Problem
Answer with one number only: the count of lines below that hold the word "canvas".

Records
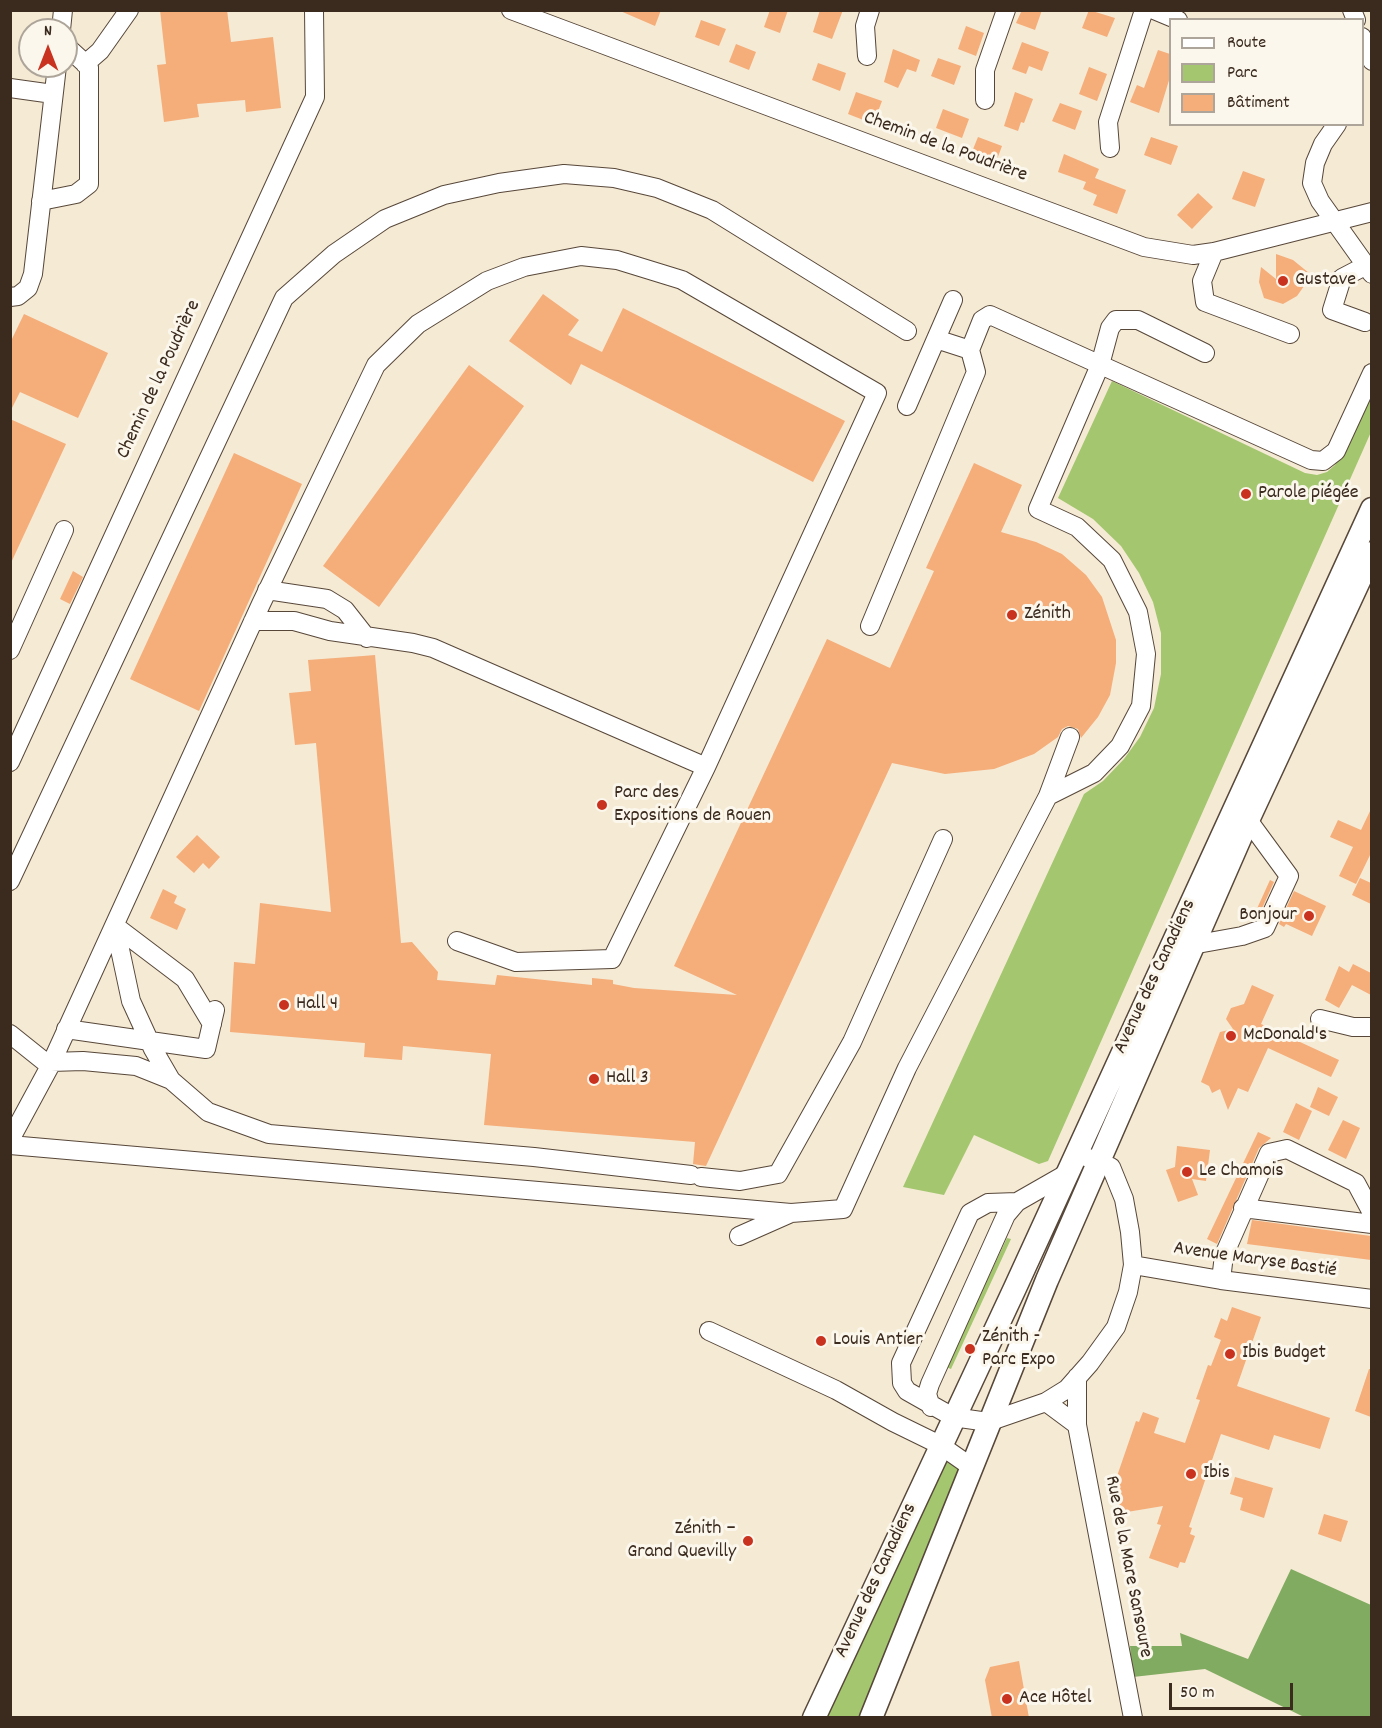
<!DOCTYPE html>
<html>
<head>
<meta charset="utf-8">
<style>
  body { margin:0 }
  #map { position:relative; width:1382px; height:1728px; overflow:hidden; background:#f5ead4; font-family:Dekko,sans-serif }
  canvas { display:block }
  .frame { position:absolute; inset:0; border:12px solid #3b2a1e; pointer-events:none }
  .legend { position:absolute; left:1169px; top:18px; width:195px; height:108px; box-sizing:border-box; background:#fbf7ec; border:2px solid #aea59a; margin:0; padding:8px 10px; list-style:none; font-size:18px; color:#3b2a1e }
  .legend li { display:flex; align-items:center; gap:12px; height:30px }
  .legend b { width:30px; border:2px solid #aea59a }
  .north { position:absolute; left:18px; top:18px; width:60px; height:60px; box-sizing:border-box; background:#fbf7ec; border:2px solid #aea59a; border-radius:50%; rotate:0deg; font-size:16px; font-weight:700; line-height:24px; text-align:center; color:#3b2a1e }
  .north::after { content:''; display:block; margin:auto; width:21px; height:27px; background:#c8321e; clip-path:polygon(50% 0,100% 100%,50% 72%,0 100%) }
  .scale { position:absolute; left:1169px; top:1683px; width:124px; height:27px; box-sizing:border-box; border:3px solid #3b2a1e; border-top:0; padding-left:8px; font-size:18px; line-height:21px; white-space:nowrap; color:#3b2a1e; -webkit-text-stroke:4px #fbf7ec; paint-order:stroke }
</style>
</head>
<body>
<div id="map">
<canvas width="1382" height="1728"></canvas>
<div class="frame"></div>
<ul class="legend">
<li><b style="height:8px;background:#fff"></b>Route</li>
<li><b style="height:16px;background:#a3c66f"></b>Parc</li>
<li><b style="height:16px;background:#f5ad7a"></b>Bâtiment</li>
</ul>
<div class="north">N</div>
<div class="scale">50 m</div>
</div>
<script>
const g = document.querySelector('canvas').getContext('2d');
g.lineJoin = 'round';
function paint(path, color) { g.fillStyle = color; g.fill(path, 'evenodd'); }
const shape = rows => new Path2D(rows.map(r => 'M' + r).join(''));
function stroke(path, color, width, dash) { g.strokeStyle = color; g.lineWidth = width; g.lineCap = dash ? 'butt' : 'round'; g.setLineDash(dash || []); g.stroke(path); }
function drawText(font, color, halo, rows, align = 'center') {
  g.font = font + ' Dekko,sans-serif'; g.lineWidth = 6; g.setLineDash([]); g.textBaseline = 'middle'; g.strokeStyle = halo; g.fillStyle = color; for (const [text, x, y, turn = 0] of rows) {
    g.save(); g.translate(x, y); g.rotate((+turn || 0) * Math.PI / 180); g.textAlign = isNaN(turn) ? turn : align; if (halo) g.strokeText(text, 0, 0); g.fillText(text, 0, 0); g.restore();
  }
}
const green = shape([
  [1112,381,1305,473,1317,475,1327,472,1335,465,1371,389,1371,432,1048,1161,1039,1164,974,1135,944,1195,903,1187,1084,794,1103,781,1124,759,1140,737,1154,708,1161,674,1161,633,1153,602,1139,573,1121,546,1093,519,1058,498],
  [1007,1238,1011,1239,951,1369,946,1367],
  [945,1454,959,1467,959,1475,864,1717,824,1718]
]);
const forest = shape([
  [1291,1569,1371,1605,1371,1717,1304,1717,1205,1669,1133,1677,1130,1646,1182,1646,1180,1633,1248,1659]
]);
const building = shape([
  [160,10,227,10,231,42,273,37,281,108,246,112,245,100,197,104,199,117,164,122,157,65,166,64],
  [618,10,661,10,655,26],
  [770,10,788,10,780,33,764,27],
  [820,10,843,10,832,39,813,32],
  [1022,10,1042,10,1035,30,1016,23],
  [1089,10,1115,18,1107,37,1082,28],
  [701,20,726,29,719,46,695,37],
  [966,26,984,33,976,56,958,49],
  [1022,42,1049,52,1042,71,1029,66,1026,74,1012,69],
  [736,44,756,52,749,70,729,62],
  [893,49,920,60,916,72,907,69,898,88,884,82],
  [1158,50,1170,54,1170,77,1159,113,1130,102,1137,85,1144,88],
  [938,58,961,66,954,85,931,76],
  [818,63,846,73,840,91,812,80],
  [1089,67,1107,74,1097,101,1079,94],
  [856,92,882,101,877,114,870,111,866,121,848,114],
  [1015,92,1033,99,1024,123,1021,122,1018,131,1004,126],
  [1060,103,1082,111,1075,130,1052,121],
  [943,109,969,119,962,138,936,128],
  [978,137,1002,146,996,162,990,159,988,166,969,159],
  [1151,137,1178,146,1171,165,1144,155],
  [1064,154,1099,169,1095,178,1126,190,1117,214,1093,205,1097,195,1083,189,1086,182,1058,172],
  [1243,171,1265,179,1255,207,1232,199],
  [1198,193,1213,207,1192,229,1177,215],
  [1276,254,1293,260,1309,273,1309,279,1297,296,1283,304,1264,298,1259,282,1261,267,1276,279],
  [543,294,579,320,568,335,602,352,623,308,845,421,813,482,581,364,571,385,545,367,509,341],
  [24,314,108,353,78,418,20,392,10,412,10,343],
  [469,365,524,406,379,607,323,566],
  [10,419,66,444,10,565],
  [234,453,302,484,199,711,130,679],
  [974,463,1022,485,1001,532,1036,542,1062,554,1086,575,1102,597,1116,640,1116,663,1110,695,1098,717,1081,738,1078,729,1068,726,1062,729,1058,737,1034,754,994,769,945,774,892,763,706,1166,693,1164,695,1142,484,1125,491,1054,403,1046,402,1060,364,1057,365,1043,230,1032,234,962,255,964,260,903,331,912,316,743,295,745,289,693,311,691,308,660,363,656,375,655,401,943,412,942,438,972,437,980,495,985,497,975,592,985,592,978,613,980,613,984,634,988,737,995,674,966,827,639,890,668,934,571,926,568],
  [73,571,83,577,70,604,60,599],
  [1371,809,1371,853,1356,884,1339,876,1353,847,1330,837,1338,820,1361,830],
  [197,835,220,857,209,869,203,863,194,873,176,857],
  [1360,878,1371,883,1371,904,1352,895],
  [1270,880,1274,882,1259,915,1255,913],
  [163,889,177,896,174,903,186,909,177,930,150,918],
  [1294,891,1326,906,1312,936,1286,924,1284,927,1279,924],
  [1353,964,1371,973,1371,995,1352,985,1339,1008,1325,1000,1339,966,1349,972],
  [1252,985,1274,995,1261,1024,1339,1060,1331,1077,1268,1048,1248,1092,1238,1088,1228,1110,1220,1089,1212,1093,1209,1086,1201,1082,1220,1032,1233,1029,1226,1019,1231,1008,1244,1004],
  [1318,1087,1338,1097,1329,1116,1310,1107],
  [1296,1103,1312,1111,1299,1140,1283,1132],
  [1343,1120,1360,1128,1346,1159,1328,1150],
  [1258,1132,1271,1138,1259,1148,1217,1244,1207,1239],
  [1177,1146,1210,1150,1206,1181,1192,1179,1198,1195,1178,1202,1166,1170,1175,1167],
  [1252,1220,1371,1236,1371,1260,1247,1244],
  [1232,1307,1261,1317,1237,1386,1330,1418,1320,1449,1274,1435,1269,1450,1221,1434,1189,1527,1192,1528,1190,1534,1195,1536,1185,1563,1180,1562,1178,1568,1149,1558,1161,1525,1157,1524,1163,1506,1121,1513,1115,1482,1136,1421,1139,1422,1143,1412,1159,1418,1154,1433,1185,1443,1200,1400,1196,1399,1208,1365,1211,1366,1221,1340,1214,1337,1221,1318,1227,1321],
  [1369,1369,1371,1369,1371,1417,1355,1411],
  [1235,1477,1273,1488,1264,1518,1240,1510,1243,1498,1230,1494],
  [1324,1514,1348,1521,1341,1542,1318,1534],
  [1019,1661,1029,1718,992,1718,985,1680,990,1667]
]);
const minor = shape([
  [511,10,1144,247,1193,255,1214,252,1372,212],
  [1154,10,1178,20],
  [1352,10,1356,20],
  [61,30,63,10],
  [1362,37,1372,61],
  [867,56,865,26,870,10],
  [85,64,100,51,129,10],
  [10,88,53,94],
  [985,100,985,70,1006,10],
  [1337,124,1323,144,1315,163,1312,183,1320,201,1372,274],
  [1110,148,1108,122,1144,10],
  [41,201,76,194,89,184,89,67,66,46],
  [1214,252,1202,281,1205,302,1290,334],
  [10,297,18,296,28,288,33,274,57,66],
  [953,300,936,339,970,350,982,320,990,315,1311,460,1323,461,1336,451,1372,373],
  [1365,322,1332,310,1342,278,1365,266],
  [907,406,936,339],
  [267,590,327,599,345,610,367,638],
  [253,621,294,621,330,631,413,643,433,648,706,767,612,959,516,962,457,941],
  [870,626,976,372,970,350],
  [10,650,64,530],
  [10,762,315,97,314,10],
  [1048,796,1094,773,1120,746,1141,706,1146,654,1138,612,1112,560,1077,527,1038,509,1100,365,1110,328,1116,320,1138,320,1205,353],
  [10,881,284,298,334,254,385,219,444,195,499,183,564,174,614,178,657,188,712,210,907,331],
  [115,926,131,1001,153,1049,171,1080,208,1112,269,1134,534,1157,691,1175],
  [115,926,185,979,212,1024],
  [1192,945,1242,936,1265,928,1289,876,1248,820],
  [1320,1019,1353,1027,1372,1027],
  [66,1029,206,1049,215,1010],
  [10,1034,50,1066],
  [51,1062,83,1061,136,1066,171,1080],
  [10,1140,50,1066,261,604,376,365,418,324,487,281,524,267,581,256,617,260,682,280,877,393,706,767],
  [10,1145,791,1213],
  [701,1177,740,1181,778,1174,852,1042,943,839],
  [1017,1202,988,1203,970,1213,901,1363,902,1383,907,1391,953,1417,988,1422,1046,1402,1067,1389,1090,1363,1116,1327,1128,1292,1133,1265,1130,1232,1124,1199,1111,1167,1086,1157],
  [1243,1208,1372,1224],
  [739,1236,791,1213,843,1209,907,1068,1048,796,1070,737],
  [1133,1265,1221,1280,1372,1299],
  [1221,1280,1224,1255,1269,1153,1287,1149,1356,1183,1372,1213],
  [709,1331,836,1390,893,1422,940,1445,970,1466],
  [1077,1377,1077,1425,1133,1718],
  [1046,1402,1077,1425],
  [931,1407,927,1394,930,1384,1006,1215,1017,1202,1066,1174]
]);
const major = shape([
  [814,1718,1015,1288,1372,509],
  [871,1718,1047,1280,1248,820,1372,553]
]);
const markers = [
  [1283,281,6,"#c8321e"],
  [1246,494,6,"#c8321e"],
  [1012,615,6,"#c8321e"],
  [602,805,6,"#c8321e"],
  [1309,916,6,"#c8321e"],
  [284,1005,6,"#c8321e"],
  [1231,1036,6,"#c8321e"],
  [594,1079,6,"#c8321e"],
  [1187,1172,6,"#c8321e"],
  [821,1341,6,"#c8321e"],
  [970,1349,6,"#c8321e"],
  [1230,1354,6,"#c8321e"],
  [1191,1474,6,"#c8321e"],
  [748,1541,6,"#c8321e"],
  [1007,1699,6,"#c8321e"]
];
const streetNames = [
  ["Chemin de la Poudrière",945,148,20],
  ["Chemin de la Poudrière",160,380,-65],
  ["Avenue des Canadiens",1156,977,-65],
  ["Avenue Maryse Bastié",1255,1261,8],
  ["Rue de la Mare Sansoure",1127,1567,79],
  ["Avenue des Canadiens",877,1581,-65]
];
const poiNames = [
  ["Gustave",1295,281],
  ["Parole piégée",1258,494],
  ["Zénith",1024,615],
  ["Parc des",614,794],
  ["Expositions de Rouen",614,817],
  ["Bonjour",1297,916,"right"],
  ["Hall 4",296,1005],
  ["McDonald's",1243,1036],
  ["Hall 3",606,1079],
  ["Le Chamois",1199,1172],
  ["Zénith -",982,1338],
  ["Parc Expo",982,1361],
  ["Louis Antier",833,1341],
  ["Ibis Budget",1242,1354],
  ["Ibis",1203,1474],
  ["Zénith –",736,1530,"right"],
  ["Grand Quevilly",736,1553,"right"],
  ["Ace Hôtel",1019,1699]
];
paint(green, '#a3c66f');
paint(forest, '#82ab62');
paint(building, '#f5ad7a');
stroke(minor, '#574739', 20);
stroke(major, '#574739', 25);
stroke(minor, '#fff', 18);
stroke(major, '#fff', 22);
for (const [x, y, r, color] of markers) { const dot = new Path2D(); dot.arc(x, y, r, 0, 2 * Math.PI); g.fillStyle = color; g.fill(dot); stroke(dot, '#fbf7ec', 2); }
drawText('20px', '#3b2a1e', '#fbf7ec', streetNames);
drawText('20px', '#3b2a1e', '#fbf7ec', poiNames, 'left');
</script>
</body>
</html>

Answer box
3